Speeches, etc.

Margaret Thatcher

Speech to Motor Agents’ Association

Document type: Speeches, interviews, etc.
Venue: Dorchester Hotel, Park Lane, central London
Source: Thatcher Archive: CCOPR 632/69
Editorial comments: 1900 for 1930.
Importance ranking: Major
Word count: 614
Themes: Parliament, Industry, Monetary policy, Taxation, Transport, Trade union law reform, Strikes & other union action

In your industry, and particularly in this section, you have reason to know of the high price paid for two months good trading figures. A record period of squeeze at unprecedented interest rates.

When the present Government were in Opposition, Harold Lever, who has just left the Treasury, used to speak several times a year in economic debates. I do not say that he made different speeches each time! His theme was usually the same—the iniquity of high interest rates!

I cannot leave “the economy” without mentioning two other factors.

First, the Selective Employment Tax. I was “No.2 Shadow” against the Treasury when that was introduced. I roundly condemned it then. Everything I have seen since has confirmed me in this view. In your particular sphere it has become a tax on safety.

The overheads due to this and other taxes are now so high that people are economising on car maintenance and attempting to do themselves work that should never be done by an amateur. [end p1] In one direction Governments are tightening up on safety regulations—and in my view rightly—in another they are pursuing policies which may jeopardise safety.

Second. There is the heavy weight of taxation on the motorist which has increased enormously in the last 5 years. Never in the history of peacetime taxation has so much more been raised in such a short time. This is due to the few. The Socialist few.

Again, if I may refer to 10 years ago, 4s.6d. could buy a gallon-of petrol. Now it buys no petrol at all—only the tax on petrol!

You are all familiar with the point, but may I make another one too. I wish that we in this country were prepared to praise personal success and to make it worthwhile taxwise.

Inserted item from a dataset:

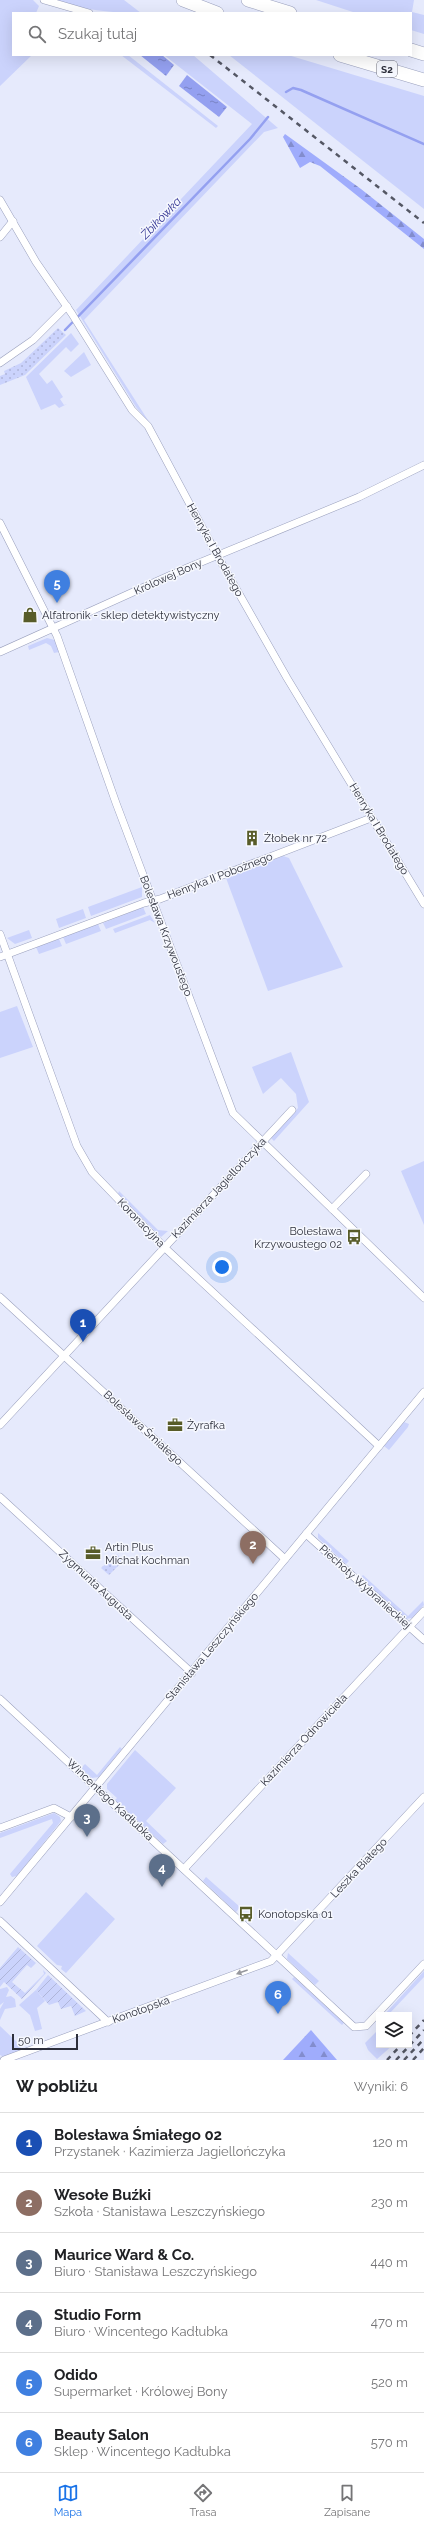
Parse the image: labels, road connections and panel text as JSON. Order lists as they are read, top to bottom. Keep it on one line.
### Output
{"streets":{"highway":["S2"],"street":["Henryka I Brodatego","Królowej Bony","Henryka II Pobożnego","Bolesława Krzywoustego","Kazimierza Jagiellończyka","Koronacyjna","Bolesława Śmiałego","Zygmunta Augusta","Piechoty Wybranieckiej","Stanisława Leszczyńskiego","Kazimierza Odnowiciela","Wincentego Kadłubka","Leszka Białego","Konotopska"]},"crossings":[["Henryka I Brodatego","Królowej Bony"],["Henryka I Brodatego","Henryka II Pobożnego"],["Królowej Bony","Bolesława Krzywoustego"],["Henryka II Pobożnego","Bolesława Krzywoustego"],["Henryka II Pobożnego","Koronacyjna"],["Bolesława Krzywoustego","Kazimierza Jagiellończyka"],["Kazimierza Jagiellończyka","Koronacyjna"],["Kazimierza Jagiellończyka","Bolesława Śmiałego"],["Koronacyjna","Stanisława Leszczyńskiego"],["Bolesława Śmiałego","Stanisława Leszczyńskiego"],["Zygmunta Augusta","Stanisława Leszczyńskiego"],["Piechoty Wybranieckiej","Stanisława Leszczyńskiego"],["Piechoty Wybranieckiej","Kazimierza Odnowiciela"],["Stanisława Leszczyńskiego","Wincentego Kadłubka"],["Kazimierza Odnowiciela","Wincentego Kadłubka"],["Wincentego Kadłubka","Leszka Białego"],["Wincentego Kadłubka","Konotopska"],["Leszka Białego","Konotopska"]],"one_way":["Konotopska"],"water":["Żbikówka"],"places":{"shop":["Alfatronik - sklep detektywistyczny"],"building":["Żłobek nr 72"],"bus stop":["Bolesława Krzywoustego 02","Konotopska 01"],"office":["Żyrafka","Artin Plus Michał Kochman"]},"scale_bar":"50 m","page":{"search":"Szukaj tutaj","pins":["5","1","2","3","4","6"],"scale":"50 m","heading":["W pobliżu","Wyniki: 6"],"list":[{"mark":"1","name":"Bolesława Śmiałego 02","note":"Przystanek · Kazimierza Jagiellończyka","value":"120 m"},{"mark":"2","name":"Wesołe Buźki","note":"Szkoła · Stanisława Leszczyńskiego","value":"230 m"},{"mark":"3","name":"Maurice Ward & Co.","note":"Biuro · Stanisława Leszczyńskiego","value":"440 m"},{"mark":"4","name":"Studio Form","note":"Biuro · Wincentego Kadłubka","value":"470 m"},{"mark":"5","name":"Odido","note":"Supermarket · Królowej Bony","value":"520 m"},{"mark":"6","name":"Beauty Salon","note":"Sklep · Wincentego Kadłubka","value":"570 m"}],"nav":["Mapa","Trasa","Zapisane"]}}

More and more people are quoting net take home pay as their salary or wage. And this is what matters, in all walks of life.

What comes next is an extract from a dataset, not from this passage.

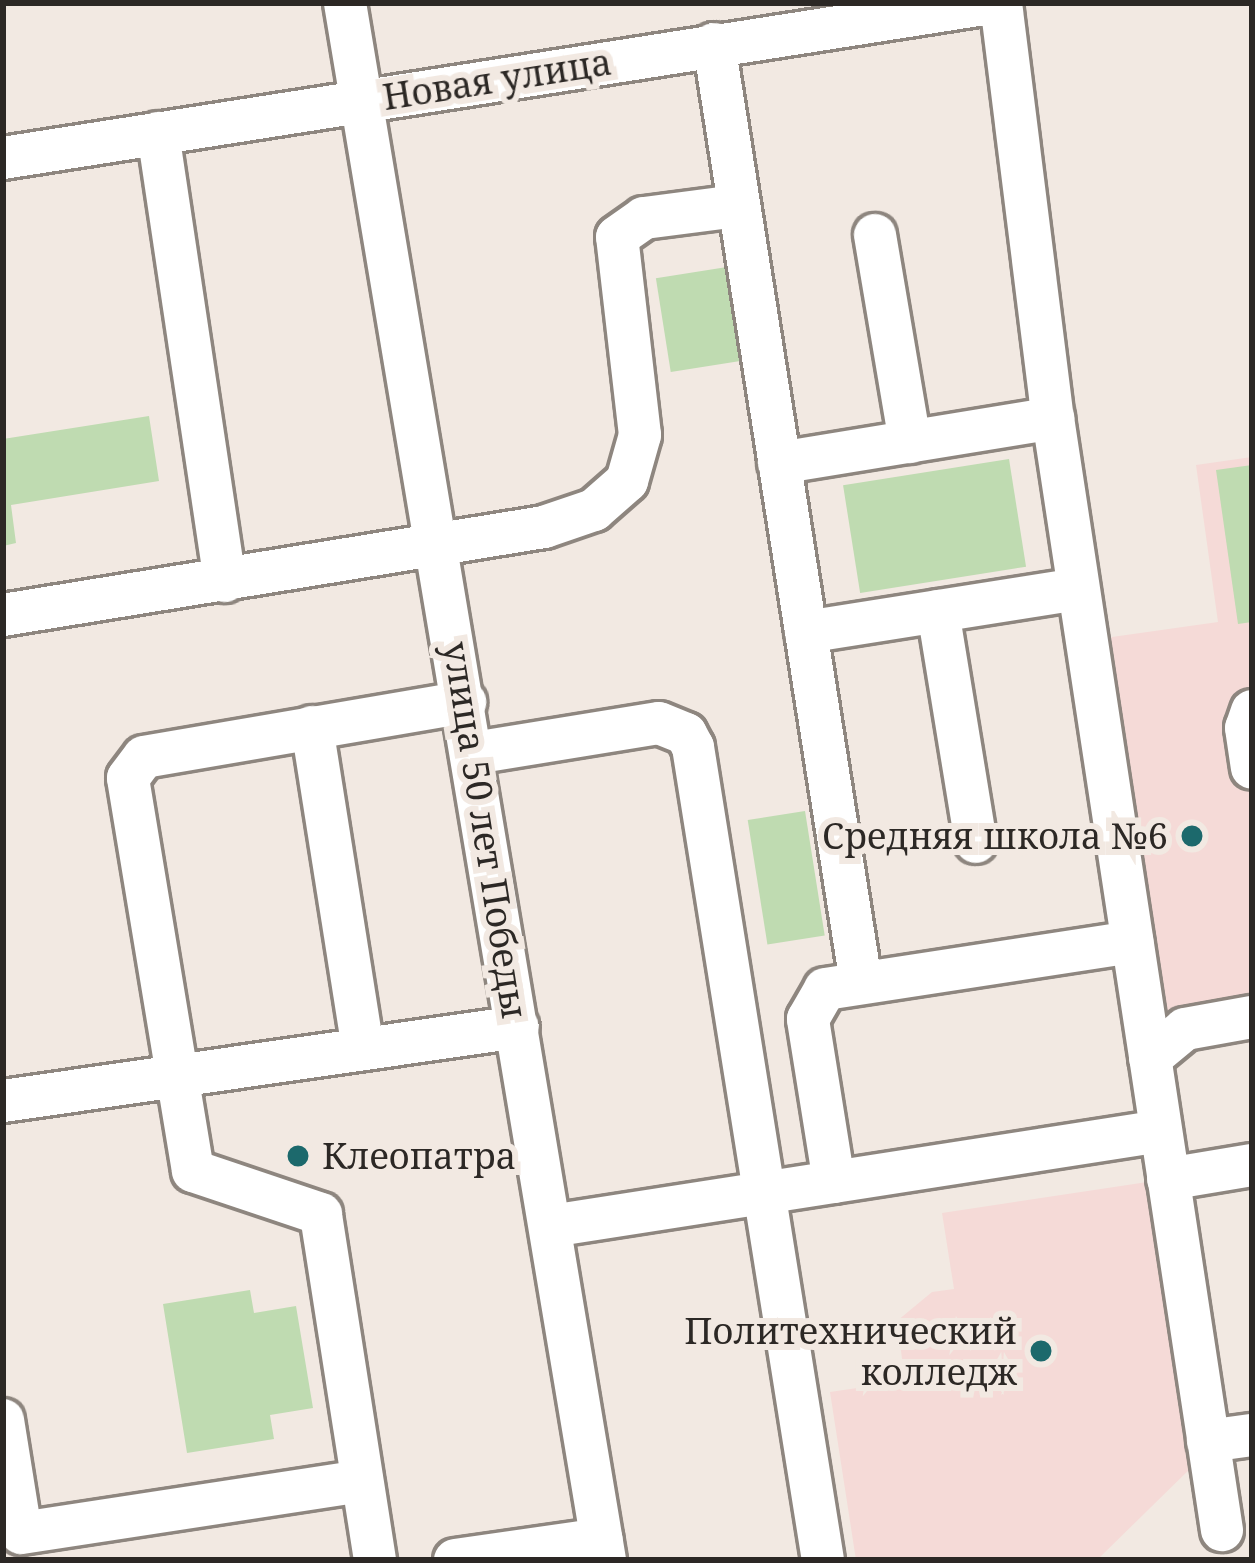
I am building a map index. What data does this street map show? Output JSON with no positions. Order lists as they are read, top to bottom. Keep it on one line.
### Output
{"streets":{"street":["Новая улица","улица 50 лет Победы"]},"crossings":[["Новая улица","улица 50 лет Победы"]],"places":["Средняя школа №6","Клеопатра","Политехнический колледж"]}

It is not where a person comes from that counts, but where he can get to. At least let us keep those people here.

Perhaps I can enter one other plea before this distinguished audience. Fewer top managers and executives are entering politics. This is a loss to the political system. The position could be remedied if some of you would retain on a part-time basis those who enter Parliament.

It is important that their industrial careers should not be terminated by becoming an M.P. and also that they should be kept in touch with trading circumstances.

The motor industry has been bedevilled by unofficial strikes, the majority of them unconstitutional and in breach of agreement. [end p2] It is fashionable to quote the number of days lost through strikes but even more important is the number of stoppages and their suddenness which can disrupt the work of many factories and ruin the carefully controlled production timetables.

It must mean too that your Association has to stock a larger number of spares if customers are not to be dissatisfied. This week in Parliament we had yet another example of the damage such strikes do, both to trade and to the convenience of the travelling public.

We had two private notice questions yesterday. One about the coal miners' strike, one about the London Transport strike, and we also had a statement about a printers' strike which stopped the House of Commons order paper and Hansard from being printed. As usual, the Government was sorry—very sorry—but not sorry enough to take the requisite legislative action.

We shall provide for the enforcement of freely negotiated agreements through collective bargaining. We should have done this before but, to give us credit, it was at least in our 1966 Manifesto and will be in our next one.

What valid objections can there be to a policy which insists that bargains should be kept?